Prompt:
Begin with the opening line of the records and extract each line through the one holding "context.lineJoin = 'round';"; pictures are not part of the copy.

Records to process:
________
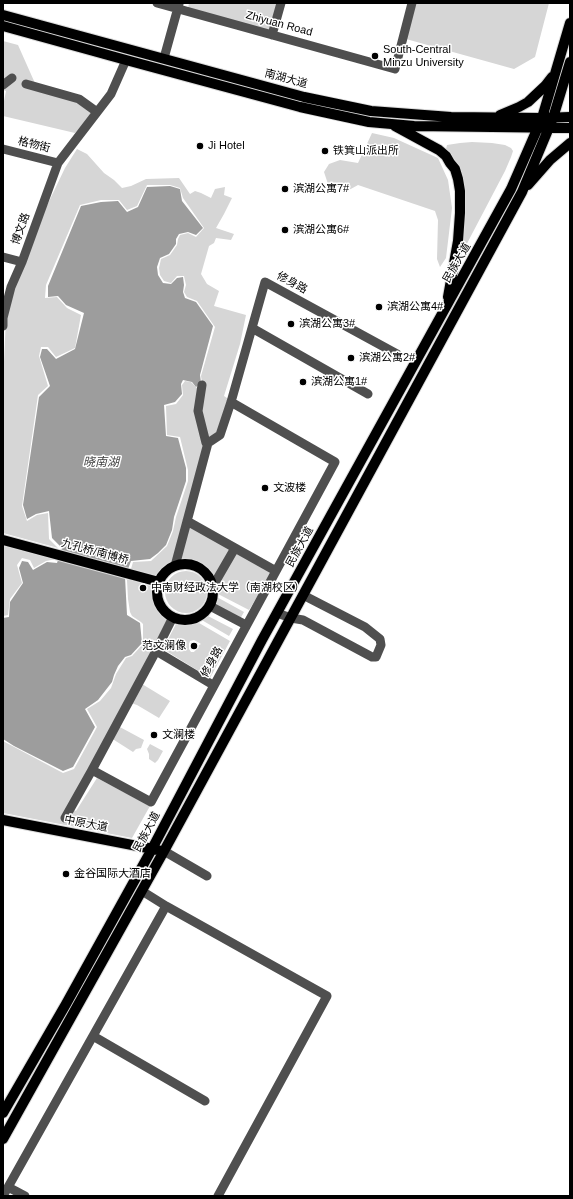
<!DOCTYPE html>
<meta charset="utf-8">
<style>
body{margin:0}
#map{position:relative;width:573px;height:1199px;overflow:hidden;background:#fff;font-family:Arial,sans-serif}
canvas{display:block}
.frame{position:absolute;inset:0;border:4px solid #000;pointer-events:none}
</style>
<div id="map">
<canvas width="573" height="1199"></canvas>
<div class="frame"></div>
</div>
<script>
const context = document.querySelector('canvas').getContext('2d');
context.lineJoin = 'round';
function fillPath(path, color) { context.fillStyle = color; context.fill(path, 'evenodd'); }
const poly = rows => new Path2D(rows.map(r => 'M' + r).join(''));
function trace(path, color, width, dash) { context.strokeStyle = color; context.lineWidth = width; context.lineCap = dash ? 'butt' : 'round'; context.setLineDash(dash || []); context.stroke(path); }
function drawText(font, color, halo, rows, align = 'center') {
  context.font = font + ' Arial,"Noto Sans SC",sans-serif'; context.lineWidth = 3; context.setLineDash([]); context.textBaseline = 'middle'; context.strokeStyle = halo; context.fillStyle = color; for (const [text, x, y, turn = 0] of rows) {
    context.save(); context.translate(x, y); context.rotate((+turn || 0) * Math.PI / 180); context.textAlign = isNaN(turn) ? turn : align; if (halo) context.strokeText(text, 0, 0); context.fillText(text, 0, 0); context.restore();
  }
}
const green = poly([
 [189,3,278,3,270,31,188,8],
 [416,3,549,3,535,57,514,69,406,39],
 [3,41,18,45,38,90,79,99,98,111,75,133,3,116,3,106,6,91,3,90],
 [372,133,394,138,438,158,448,180,452,208,446,258,440,267,437,259,438,220,435,211,358,185,349,190,328,184,324,172,329,164,340,160,358,163],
 [472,142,492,143,505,145,511,148,513,151,511,157,505,171,462,253,460,251,466,213,464,186,463,178,451,155,446,149,447,145,460,143],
 [77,149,87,154,104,173,114,180,122,188,131,186,146,179,179,178,190,194,195,191,201,193,211,198,215,189,225,187,224,195,232,198,224,214,216,228,234,234,231,240,216,238,214,243,209,246,201,274,207,284,219,291,214,306,246,315,240,344,224,396,230,400,219,432,206,443,173,562,162,568,157,576,131,569,133,562,151,561,167,546,173,531,176,517,188,481,188,470,180,437,167,435,166,406,176,404,183,395,182,385,185,381,191,382,197,388,202,382,201,376,215,327,197,301,187,297,184,292,186,285,184,276,177,276,171,283,164,281,160,275,159,268,161,259,170,255,177,245,178,239,180,235,188,233,196,237,204,228,183,198,180,188,170,185,147,185,137,206,127,210,119,200,101,200,80,205,46,285,45,298,57,297,67,308,81,315,75,348,56,357,48,347,41,347,39,356,48,386,38,395,22,506,27,521,37,515,48,513,49,539,58,548,3,533,3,384,6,317,14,288,41,218,65,168],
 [189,524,232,549,214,577,207,568,197,561,188,559,179,560],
 [3,544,56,559,46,561,34,568,30,560,22,558,17,565,22,583,10,599,8,615,3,616],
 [236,551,272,572,249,610,218,594,217,584],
 '165 592a21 21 0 1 1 42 0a21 21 0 1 1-42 0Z',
 [127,580,131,580,153,587,152,596,154,605,159,613,168,620,88,772,67,807,76,811,97,778,150,806,132,838,3,813,3,741,63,773,74,769,97,727,87,709,100,701,111,688,116,674,126,658,132,656,143,644,143,624,141,622,132,616,130,612,128,599],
 [215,596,244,612,240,619,213,604],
 [206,615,233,629,229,636,200,619],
 [199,623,230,641,210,678,163,649,176,624,187,625],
 [194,640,201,644,199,645,194,652,191,652,189,649,189,644,190,641],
 [142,684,170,701,159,718,137,705,131,703],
 [118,726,144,740,141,748,136,749,133,752,111,738],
 [150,744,163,751,158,760,155,763,149,759,149,754,147,749]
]);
const water = poly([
 [170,186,180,189,182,201,203,228,196,235,188,232,179,234,176,239,176,244,169,254,160,258,157,267,158,275,163,283,171,284,177,278,183,277,184,285,183,292,185,298,196,302,213,326,200,375,201,383,196,387,192,382,183,380,181,384,182,394,175,402,164,405,166,436,178,438,186,468,186,481,174,517,172,530,166,545,158,553,150,559,131,561,125,577,127,615,140,623,142,643,131,655,125,657,118,666,114,675,112,682,98,700,85,709,95,727,73,767,63,771,14,746,3,739,3,618,9,617,10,602,23,583,19,568,22,561,28,562,33,570,47,562,57,563,62,548,52,538,49,511,36,514,27,519,23,505,39,397,50,386,40,357,42,349,47,349,56,359,75,349,84,313,66,305,58,296,48,297,48,286,81,206,101,202,118,201,127,212,138,207,147,187]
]);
const minor = poly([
 [157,3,395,69,412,3],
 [272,35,281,3],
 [164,58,179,4],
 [26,84,79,99,97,112],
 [3,85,12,78],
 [3,149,58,163],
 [3,257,22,262],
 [3,326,3,318,11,287,22,262,58,163,111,94,126,60],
 [252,328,368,394],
 [202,385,198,411,206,443],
 [187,521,276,571],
 [175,566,208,443,220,435,231,402,265,282,397,354],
 [213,586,235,548],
 [210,606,246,625],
 [277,613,291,618,303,620,372,657,376,657,381,645,380,639,365,627,303,595],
 [173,617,156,651,213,685],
 [156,651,92,770,151,802,335,462,231,402],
 [65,818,92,770],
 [164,851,207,876],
 [142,891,166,906,327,996,218,1196],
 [93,1036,205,1101],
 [8,1187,25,1196],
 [3,1196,166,906]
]);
const major = poly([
 [3,15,304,97,371,111,451,117,542,118,570,117],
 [3,26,126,60,300,107,369,122,414,126,570,128],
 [500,115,519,107,528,102,545,86,552,77],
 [395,126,439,150,446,156,450,163,455,169,458,179,460,191,460,213,458,241,448,297],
 [528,185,550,160,570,143],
 [3,540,159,582],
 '157 592a28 28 0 1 1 56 0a28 28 0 1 1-56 0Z',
 [3,820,158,850],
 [3,1113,66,1004,152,849,262,640,511,189,542,118,570,23],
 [3,1139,164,851,522,192,553,118,570,62]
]);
const markers = [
 [375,56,4,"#000"],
 [200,146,4,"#000"],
 [325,151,4,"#000"],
 [285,189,4,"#000"],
 [285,230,4,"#000"],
 [379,307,4,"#000"],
 [291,324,4,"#000"],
 [351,358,4,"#000"],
 [303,382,4,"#000"],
 [265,488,4,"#000"],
 [143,588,4,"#000"],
 [194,646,4,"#000"],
 [154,735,4,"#000"],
 [66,874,4,"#000"]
];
const streetNames = [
 ["Zhiyuan Road",279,24,15],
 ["南湖大道",286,79,15],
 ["格物街",34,145,14],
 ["博文路",21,229,-70],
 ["民族大道",457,263,-60],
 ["修身路",292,283,29],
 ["民族大道",300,547,-61],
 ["九孔桥/南博桥",95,552,15],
 ["修身路",212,662,-61],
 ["中原大道",86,824,11],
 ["民族大道",147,832,-62]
];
const poiNames = [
 ["South-Central",383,50],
 ["Minzu University",383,63],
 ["Ji Hotel",208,146],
 ["铁箕山派出所",333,151],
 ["滨湖公寓7#",293,189],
 ["滨湖公寓6#",293,230],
 ["滨湖公寓4#",387,307],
 ["滨湖公寓3#",299,324],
 ["滨湖公寓2#",359,358],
 ["滨湖公寓1#",311,382],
 ["文波楼",273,488],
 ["中南财经政法大学（南湖校区）",151,588],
 ["范文澜像",186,646,"right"],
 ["文澜楼",162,735],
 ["金谷国际大酒店",74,874]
];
const waterNames = [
 ["晓南湖",101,463]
];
fillPath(green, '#d6d6d6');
fillPath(water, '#9d9d9d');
trace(major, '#dbdbdb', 12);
trace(minor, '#4f4f4f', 9);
trace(major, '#000', 10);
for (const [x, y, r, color] of markers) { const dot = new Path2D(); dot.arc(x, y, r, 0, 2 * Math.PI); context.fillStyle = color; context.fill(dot); trace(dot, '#fff', 1.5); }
drawText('11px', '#000', '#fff', streetNames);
drawText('11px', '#000', '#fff', poiNames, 'left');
drawText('italic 12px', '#3e3e3e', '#fff', waterNames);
</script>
________
Reply to the exercise:
<!DOCTYPE html>
<meta charset="utf-8">
<style>
body{margin:0}
#map{position:relative;width:573px;height:1199px;overflow:hidden;background:#fff;font-family:Arial,sans-serif}
canvas{display:block}
.frame{position:absolute;inset:0;border:4px solid #000;pointer-events:none}
</style>
<div id="map">
<canvas width="573" height="1199"></canvas>
<div class="frame"></div>
</div>
<script>
const context = document.querySelector('canvas').getContext('2d');
context.lineJoin = 'round';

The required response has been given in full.